Lo scorso 15 luglio, Villa Giustiniani è entrata definitivamente a far parte delle proprietà del comune di Bari. Il costo, una spesa complessiva di 680 mila euro, è a carico dei soggetti privati attuatori del PIRP (Programma Integrato di Riqualificazione delle Periferie di San Marcello).

La cosiddetta “casa rossa” collocata all’incrocio tra via Fanelli e largo Omodeo, è da anni al centro di una diatriba. Ricordiamo che è stata salvata dall’abbattimento grazie alla caparbietà di alcuni cittadini. Circa trent’anni fa si parlava, infatti, della costruzione di un parcheggio al suo posto.

L’acquisizione dell’edificio, dell’ipogeo medievale sottostante e dell’area verde adiacente rientrano nel progetto di riqualificazione del quartiere San Marcello. Gli interventi che riguarderanno la villa saranno di ristrutturazione dell’edificio, di recupero dell’ipogeo e di rivalutazione del giardino.
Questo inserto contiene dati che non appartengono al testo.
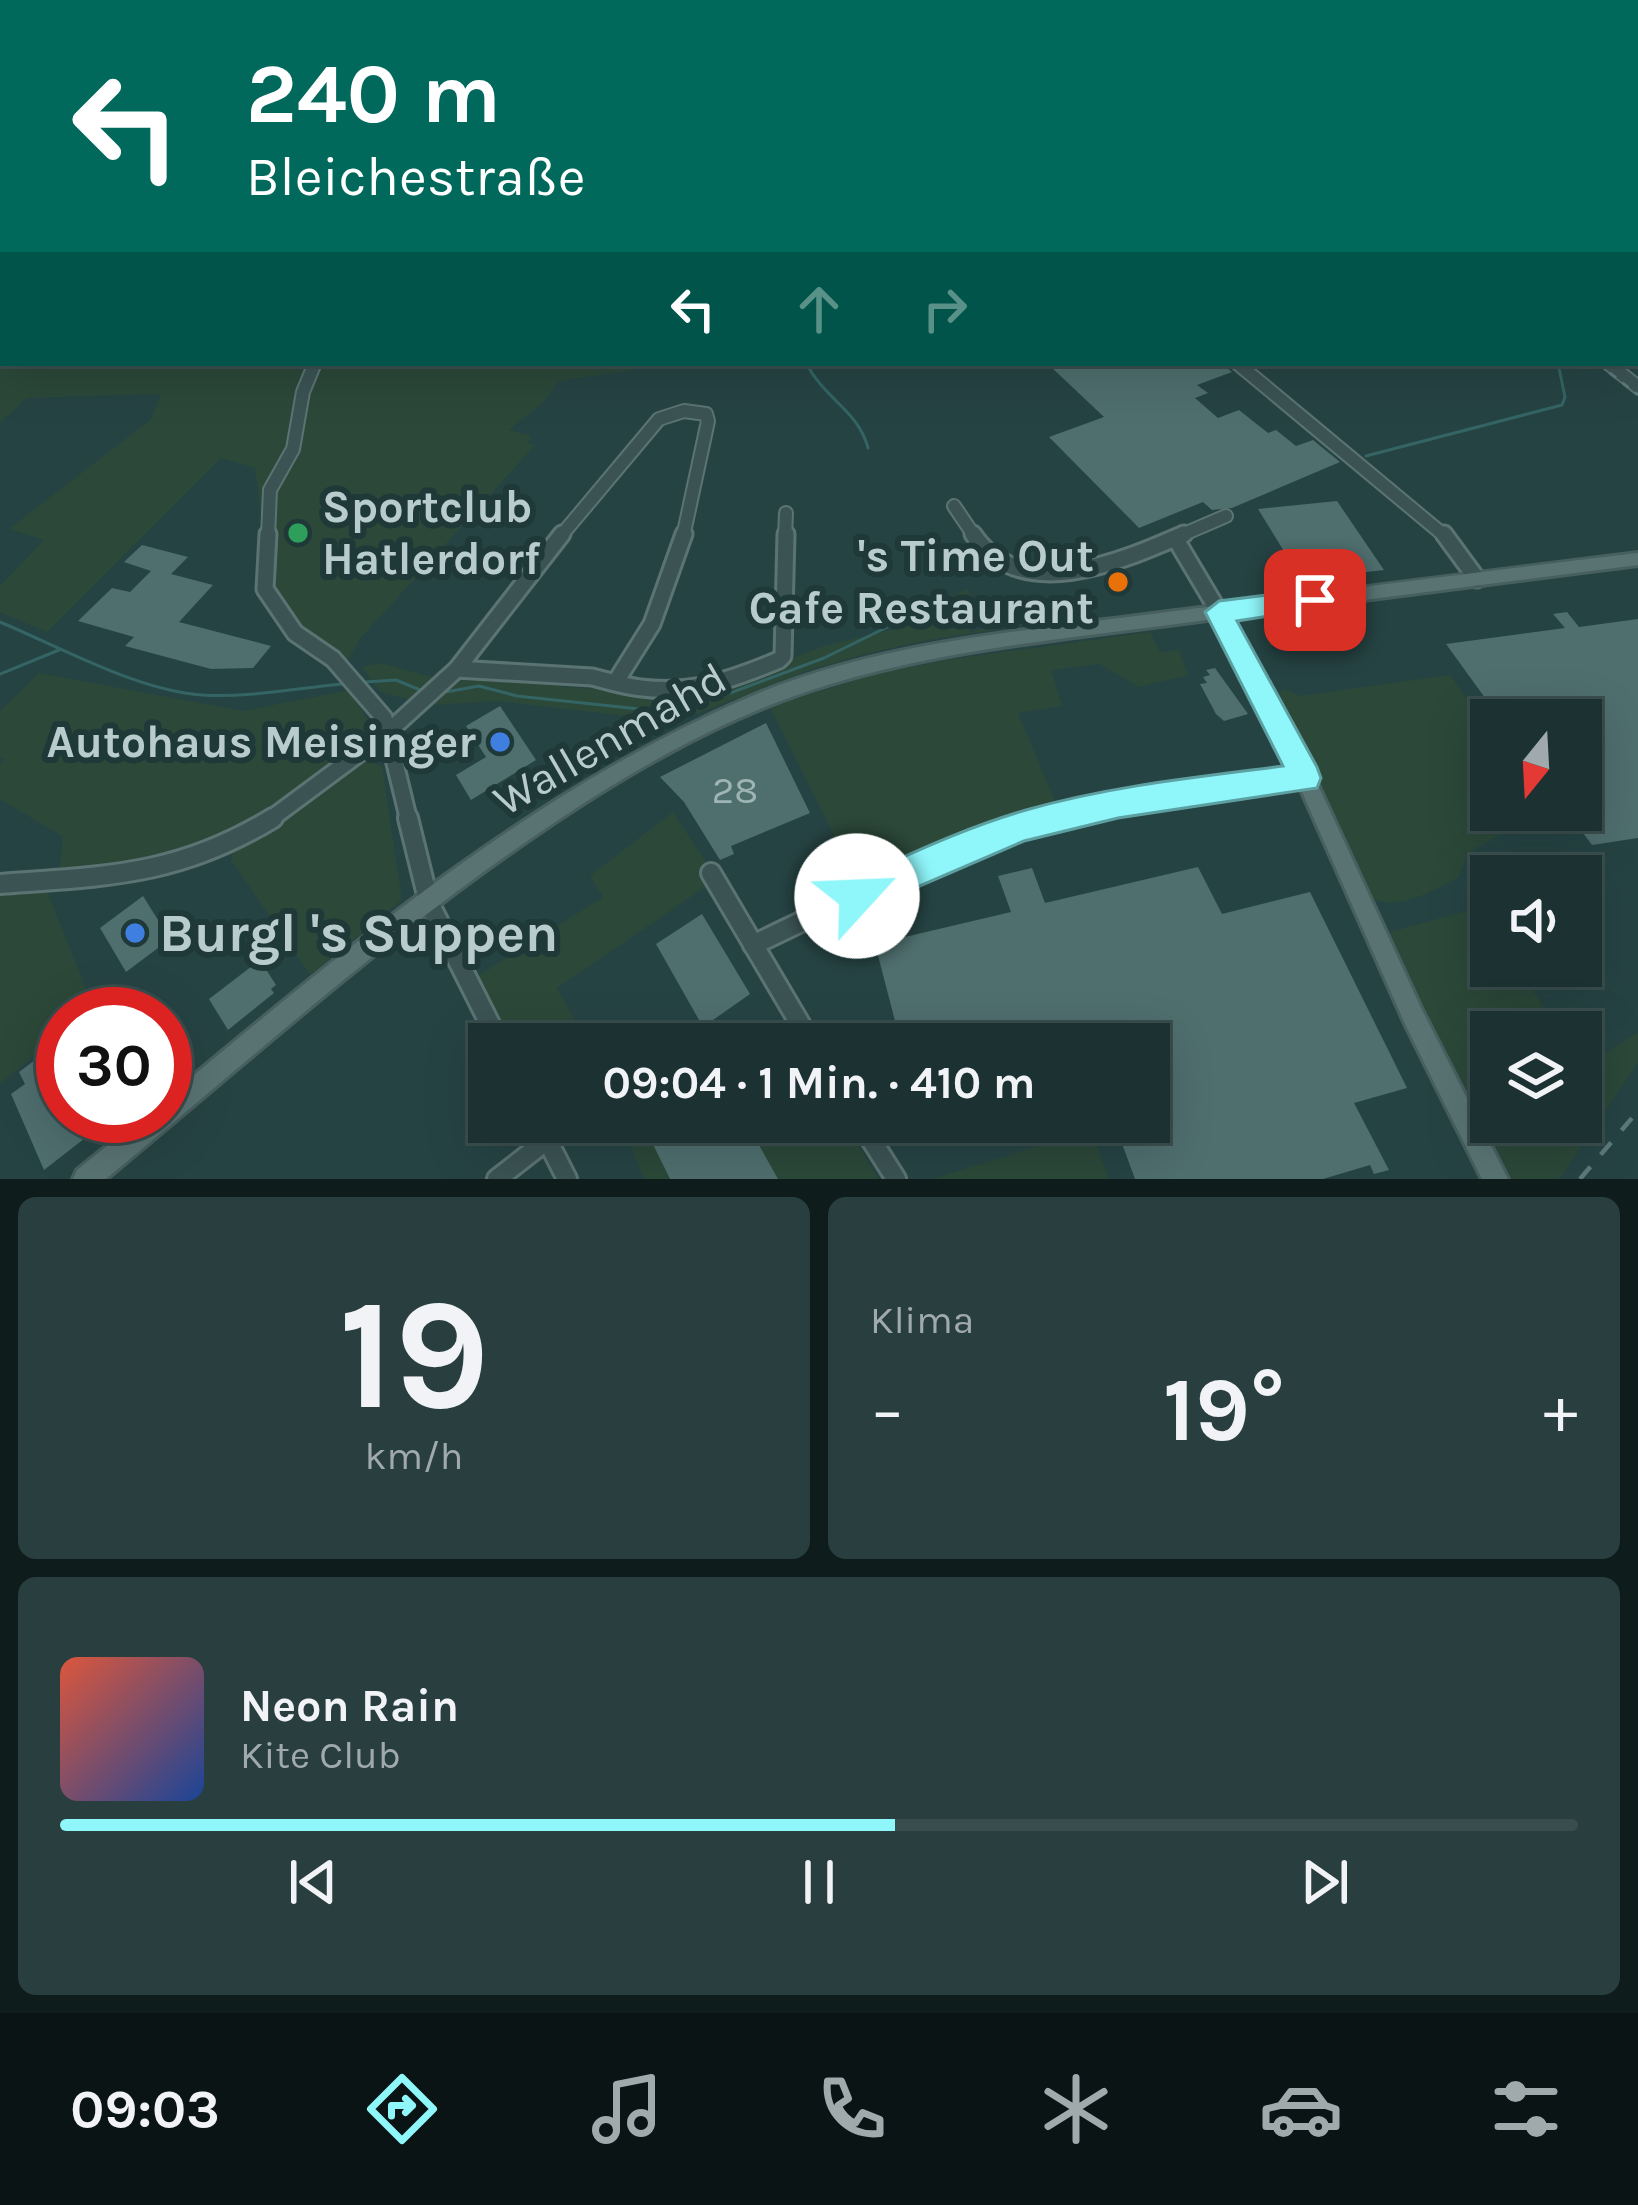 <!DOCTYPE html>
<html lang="de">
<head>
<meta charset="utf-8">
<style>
  :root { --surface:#1c3232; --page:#293e3e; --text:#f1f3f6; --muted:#a0aaac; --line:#3a4d4d; --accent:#8ff6fa }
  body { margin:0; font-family:Karla,sans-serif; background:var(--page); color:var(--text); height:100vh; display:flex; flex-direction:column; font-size:45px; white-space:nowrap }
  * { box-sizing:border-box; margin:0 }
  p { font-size:39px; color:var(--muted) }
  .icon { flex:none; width:66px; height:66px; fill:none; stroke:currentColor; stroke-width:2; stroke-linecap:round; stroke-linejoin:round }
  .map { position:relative; height:1179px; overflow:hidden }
  .details { display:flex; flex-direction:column; gap:18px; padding:18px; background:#0f1c1c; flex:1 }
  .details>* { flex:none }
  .hud { position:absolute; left:0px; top:0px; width:1638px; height:366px; box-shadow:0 12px 48px #0002,0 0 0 3px var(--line); background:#00695c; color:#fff; overflow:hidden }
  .needle { width:78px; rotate:198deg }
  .buttons { position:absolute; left:1470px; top:699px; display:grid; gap:24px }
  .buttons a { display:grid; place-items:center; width:132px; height:132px; border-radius:0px; background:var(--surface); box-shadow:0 12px 48px #0002,0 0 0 3px var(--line); font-size:60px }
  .speed { position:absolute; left:36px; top:987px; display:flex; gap:24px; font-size:60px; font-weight:700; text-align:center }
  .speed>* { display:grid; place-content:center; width:156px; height:156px; border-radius:50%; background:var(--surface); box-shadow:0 12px 48px #0002,0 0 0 3px var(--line); line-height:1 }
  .speed .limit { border:18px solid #d22; background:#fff; color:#111 }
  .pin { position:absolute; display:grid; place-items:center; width:102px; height:102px; color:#fff; margin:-51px; border-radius:24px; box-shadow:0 6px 18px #0006 }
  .me { position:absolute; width:132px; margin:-66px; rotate:65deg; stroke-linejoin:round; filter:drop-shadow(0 0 9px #0008) }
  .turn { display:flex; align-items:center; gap:42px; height:252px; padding:0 48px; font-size:54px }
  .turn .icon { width:156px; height:156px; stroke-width:2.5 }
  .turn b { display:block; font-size:84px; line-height:102px }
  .lanes { display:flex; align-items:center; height:114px; padding:0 48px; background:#0003; justify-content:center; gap:60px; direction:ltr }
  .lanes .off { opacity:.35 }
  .big { font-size:90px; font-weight:700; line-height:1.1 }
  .details .widget { flex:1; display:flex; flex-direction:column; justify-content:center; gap:18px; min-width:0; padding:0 42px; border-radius:18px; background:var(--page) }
  .details .dial { align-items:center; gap:0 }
  .dial b { font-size:156px; line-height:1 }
  .song { display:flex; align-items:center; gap:36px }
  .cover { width:144px; height:144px; border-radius:18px; background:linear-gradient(135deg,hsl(10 70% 55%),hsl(220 70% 35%)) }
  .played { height:12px; border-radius:6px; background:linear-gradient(90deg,var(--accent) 55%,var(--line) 55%) }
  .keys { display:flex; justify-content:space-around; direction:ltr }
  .heat { display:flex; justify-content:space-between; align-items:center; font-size:66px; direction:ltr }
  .details .tiles { flex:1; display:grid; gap:18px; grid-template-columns:1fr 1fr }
  .widget:last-child { grid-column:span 2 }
  .trip { position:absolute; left:468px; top:1023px; width:702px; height:120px; border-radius:0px; background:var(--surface); box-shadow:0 12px 48px #0002,0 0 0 3px var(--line); font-weight:700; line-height:120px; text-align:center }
  .tab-bar { display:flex; height:192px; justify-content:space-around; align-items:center; background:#0b1414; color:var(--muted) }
  .tab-bar .icon { width:84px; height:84px }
  .tab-bar .current { color:var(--accent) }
  .tab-bar b { font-size:54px; color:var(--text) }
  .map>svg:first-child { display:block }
</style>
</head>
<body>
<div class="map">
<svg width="1638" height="1179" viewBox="0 0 1638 1179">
  <rect width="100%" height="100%" fill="#264343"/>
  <path fill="#2b4839" d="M0 134 3 363H636L632 370 559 381 544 402 509 430 532 436 527 443 535 445 360 639 347 661 296 629 271 594 255 468 221 458 47 632 0 612V586L44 540 9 529 150 420 161 394 28 398 0 422Z
    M967 589 979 608 963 618 970 632 1019 619 1023 626 932 639 861 655 807 671 676 722 497 701 430 705 463 677 613 691 658 702 696 696 824 646 893 629 943 601 954 617 964 614 952 596Z
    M1150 632 1160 652 1179 650 1188 675 1139 687 1099 664 1051 670 1062 706 1018 713 1057 806 990 827 861 889 770 707 872 675 946 660Z
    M380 663 436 678 412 700 380 692 362 667Z
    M39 673 243 711 349 690 370 723 369 731 252 823 166 859 59 870 63 837 0 799V764L4 760 0 757V711Z
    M1450 675 1491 733V810H1543L1468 853 1459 877C1436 890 1391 915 1369 895L1277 693 1285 689 1300 696Z
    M367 761 382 766 402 900 310 975 231 860 234 848Z
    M673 812 717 879 557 988 588 1044H508L475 978 603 897 590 876Z
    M0 891H47L93 1007 84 1014H63V1032L0 1084Z
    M1478 908 1491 927V966H1517L1560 1032H1491V1122H1581V1049L1603 1055 1638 1032V1063L1559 1179H1487L1382 934Z
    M631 1122H844L879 1179H644L623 1128Z
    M1091 1130 1109 1179H932Z"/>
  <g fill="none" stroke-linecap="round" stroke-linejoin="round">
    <path stroke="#346464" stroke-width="3" d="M806 363C825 400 858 410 868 448
      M1366 456 1562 405 1565 397 1558 363
      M0 622C60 647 138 691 202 695 249 698 297 688 343 684
      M0 674 59 650
      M365 682 396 680 425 692
      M440 693 479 686 517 696 677 713 824 658 914 614"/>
  </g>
  <path fill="#4f6e6e" d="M1059 363H1221L1232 372 1197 385 1208 393 1195 398 1218 418 1239 410 1268 433 1276 430 1296 446 1313 440 1340 462 1232 508 1212 510 1203 502 1139 528 1049 437 1104 417 1050 366Z
    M1337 501 1384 570 1301 579 1258 509Z
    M142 545 188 557 171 574 213 585 179 622 271 646 253 668 211 669 125 646 134 637 78 621 112 588 130 592 151 571 124 562Z
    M1567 612 1579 627 1638 619V838L1592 845 1566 810H1581V720H1501L1446 644 1565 628 1553 614Z
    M1215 668 1248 714 1224 721 1216 714 1200 684 1207 683 1203 677 1210 675 1206 670Z
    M500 706 536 760 471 800 456 775 486 757 466 726Z
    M766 723 810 813 731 846 734 854 720 860 684 802 660 777Z
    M1198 867 1222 914 1310 892 1407 1088 1354 1103 1389 1170 1374 1174 1370 1165 1323 1179H1135L1114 1122H1149V1044H901L875 944 1011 912 998 876 1032 868 1045 903Z
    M143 896 170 939 126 972 100 928Z
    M702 914 750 994 703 1027 656 944Z
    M260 960 276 985 271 989 274 993 228 1030 209 999Z
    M63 1039V1116H105L110 1127 92 1141 89 1135 44 1170 11 1094 25 1084 19 1072Z
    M642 1122H715L719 1130 729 1122H746L778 1179H670Z"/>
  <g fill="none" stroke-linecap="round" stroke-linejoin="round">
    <g stroke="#5c7373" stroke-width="16">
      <path id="minor-far2" d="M1237 363 1446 537
        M1608 363 1638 387
        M954 506 975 537
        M268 537 270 490 293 449 303 392 315 363
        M560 537 659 419 684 411 706 414 708 421 683 537
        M785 537 786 513
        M1177 537 1226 516"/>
    </g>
    <g stroke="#5c7373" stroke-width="21">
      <path id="minor-far1" d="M268 534 265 589 295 633 333 659 384 718 409 821
        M973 534C1021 606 1122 561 1184 534
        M1444 534 1477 579
        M1175 538 1219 612
        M457 669 592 677 615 683 652 624 684 534
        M457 669 562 534
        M615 683C677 699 722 684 779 660L783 656 786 534
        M268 821 388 732 457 669
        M1041 821 1128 802 1305 778"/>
    </g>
    <g stroke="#5c7373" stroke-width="24">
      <path id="minor" d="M408 818 429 903 500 1044
        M711 873 812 1044
        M0 884C107 876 178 876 273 818
        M753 945 919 865 1052 818
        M538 1122 567 1179
        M860 1122 896 1179
        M497 1179 547 1140"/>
    </g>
    <g stroke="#475f5f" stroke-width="6">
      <path id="major" d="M1638 553V565L1230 617 1312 772 1422 1010 1508 1179H1482L1406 1026 1298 783 1214 619C1077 638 935 648 803 693 709 725 621 777 539 833 386 937 248 1061 106 1179H73L77 1170 144 1116H165V1099C346 949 527 794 745 699 873 643 1016 632 1152 614 1314 593 1476 572 1638 553Z"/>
    </g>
    <use href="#minor-far2" stroke="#3b5353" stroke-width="12"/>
    <use href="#minor-far1" stroke="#3b5353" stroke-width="15"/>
    <use href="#minor" stroke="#3b5353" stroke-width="18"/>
    <use href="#major" fill="#597373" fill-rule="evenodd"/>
    <path stroke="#5d7a7a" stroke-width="3" stroke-dasharray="8 8" stroke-linecap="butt" d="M1597 363 1638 395"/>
    <path stroke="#5d7a7a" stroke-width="4.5" stroke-dasharray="16 16" stroke-linecap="butt" d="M1580 1179 1638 1111"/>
  </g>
  <linearGradient id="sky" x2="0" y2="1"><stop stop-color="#152525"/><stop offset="0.45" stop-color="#415b66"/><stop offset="1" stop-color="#415b66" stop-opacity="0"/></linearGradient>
  <rect width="1638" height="299" fill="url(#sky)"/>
  <path fill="#8ff6fa" stroke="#5da0a2" stroke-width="3" d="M1315 589 1325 592 1329 600 1325 607 1237 621 1317 767 1321 778 1317 788 1118 818 1024 841 857 913 845 908 839 896 845 883C904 857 963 828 1026 810 1110 786 1197 777 1283 766L1205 612 1219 601Z"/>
  <circle fill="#2e9e5b" stroke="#1f3838" stroke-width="4.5" cx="298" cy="533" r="12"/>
  <circle fill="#e8710a" stroke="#1f3838" stroke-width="4.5" cx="1118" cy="582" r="12"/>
  <g fill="#3f7fe0" stroke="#1f3838" stroke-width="4.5">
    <circle cx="500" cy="742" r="12"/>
    <circle cx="135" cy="933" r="12"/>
  </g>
  <g text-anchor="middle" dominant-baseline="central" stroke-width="12" stroke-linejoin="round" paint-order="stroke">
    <g font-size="39" fill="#9eb4b5">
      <text x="735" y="790">28</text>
    </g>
    <g font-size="45" font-weight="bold" fill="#b8cccd" stroke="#1f3838" text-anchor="end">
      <text x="322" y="507" text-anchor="start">Sportclub<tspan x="322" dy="52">Hatlerdorf</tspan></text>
      <text x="1094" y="556">'s Time Out<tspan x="1094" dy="52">Cafe Restaurant</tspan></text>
      <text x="476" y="742">Autohaus Meisinger</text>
    </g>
    <g font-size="45" fill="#b8cccd" stroke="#1f3838">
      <text transform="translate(610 739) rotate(-30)">Wallenmahd</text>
    </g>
    <g font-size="54" font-weight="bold" fill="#b8cccd" stroke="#1f3838" text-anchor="start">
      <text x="159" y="933">Burgl 's Suppen</text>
    </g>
  </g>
</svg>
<div class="buttons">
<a><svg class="needle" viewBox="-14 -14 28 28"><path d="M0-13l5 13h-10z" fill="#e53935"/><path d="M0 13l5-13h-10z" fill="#a0aaac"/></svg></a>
<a><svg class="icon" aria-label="sound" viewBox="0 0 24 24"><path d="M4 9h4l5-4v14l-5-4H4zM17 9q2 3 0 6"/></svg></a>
<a><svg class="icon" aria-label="layers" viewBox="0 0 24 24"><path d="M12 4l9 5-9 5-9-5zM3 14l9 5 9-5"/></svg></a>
</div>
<div class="speed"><div class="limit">30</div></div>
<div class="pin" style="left:1315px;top:600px;background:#d93025"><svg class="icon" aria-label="arrive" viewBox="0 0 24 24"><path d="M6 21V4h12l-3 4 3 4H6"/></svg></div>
<svg class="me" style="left:857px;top:896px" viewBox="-20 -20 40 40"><circle r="19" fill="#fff"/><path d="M0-13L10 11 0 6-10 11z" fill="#8ff6fa"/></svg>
<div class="trip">09:04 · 1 Min. · 410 m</div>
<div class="hud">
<div class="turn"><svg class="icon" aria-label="left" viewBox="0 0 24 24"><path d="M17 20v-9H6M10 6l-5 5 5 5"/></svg><div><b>240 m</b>Bleichestraße</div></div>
<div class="lanes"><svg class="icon" aria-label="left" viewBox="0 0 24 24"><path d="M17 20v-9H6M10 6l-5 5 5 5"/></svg><svg class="icon off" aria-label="ahead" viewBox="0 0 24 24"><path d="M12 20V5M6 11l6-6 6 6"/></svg><svg class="icon off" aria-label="right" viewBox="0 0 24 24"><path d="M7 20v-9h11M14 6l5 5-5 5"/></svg></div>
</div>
</div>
<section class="details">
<div class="tiles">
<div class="widget dial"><b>19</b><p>km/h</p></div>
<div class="widget"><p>Klima</p>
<div class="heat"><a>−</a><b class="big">19°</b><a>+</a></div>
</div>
<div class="widget">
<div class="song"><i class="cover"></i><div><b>Neon Rain</b><p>Kite Club</p></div></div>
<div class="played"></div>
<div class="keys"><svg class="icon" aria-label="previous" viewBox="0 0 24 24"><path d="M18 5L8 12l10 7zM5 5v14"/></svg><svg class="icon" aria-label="pause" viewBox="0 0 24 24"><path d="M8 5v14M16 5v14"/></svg><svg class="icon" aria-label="next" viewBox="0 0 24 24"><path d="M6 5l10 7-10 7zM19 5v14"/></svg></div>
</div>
</div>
</section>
<nav class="tab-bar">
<b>09:03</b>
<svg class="icon current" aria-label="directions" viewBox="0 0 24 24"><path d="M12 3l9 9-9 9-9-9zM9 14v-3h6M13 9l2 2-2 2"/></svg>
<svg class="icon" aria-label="music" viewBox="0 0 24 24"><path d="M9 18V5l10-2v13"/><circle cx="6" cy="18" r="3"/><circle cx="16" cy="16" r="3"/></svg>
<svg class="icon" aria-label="phone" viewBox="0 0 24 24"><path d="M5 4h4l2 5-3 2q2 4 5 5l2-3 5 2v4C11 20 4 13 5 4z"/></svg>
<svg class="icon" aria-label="climate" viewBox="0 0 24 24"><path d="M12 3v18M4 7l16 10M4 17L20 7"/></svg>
<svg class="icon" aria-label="car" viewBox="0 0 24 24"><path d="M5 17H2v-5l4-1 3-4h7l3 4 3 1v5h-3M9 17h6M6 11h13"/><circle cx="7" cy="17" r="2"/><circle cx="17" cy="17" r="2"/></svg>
<svg class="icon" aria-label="filters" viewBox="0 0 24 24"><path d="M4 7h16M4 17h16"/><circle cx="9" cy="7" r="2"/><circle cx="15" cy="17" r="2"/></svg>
</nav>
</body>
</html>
L’idea, come sottolinea l’assessore all’urbanistica Carla Tedesco, è quella di rendere la villa “un museo degli ipogei. E l’obiettivo finale sarà renderla punto di riferimento per una rete di percorsi di connessione tra questi beni, nell’area urbana al margine tra campagna e città.

Villa Giustiniani è il simbolo importante dei risultati di un percorso di cittadinanza attiva. – dichiara Tedesco – La mobilitazione dei cittadini rese possibile, oltre trent’anni fa, l’operazione di salvaguardia dell’area attraverso l’apposizione di un vincolo da parte della Sovrintendenza“. “In attesa della realizzazione dei progetti – prosegue l’assessore – metteremo a punto delle iniziative temporanee. Queste iniziative riguarderanno l’area verde esterna in modo da renderla effettivamente fruibile in tempi brevi“.

L’assessore Maselli, chiamato in casa sul discorso museo, precisa che : “è solo un’ idea al momento. Domani dovrebbe tenersi un tavolo interno per capirne la fattibilità, non solo pratica ma soprattutto finanziaria“.

Soddisfatti dell’acquisizione molti cittadini hanno così commentato definendola: “un grande successo per la la città“. “Era ora che tale patrimonio storico fosse restituito alla comunità – ribadiscono – insieme al verde adiacente che speriamo diventi luogo di inclusione comunitaria in una zona della città fertile e in fermento sociale“.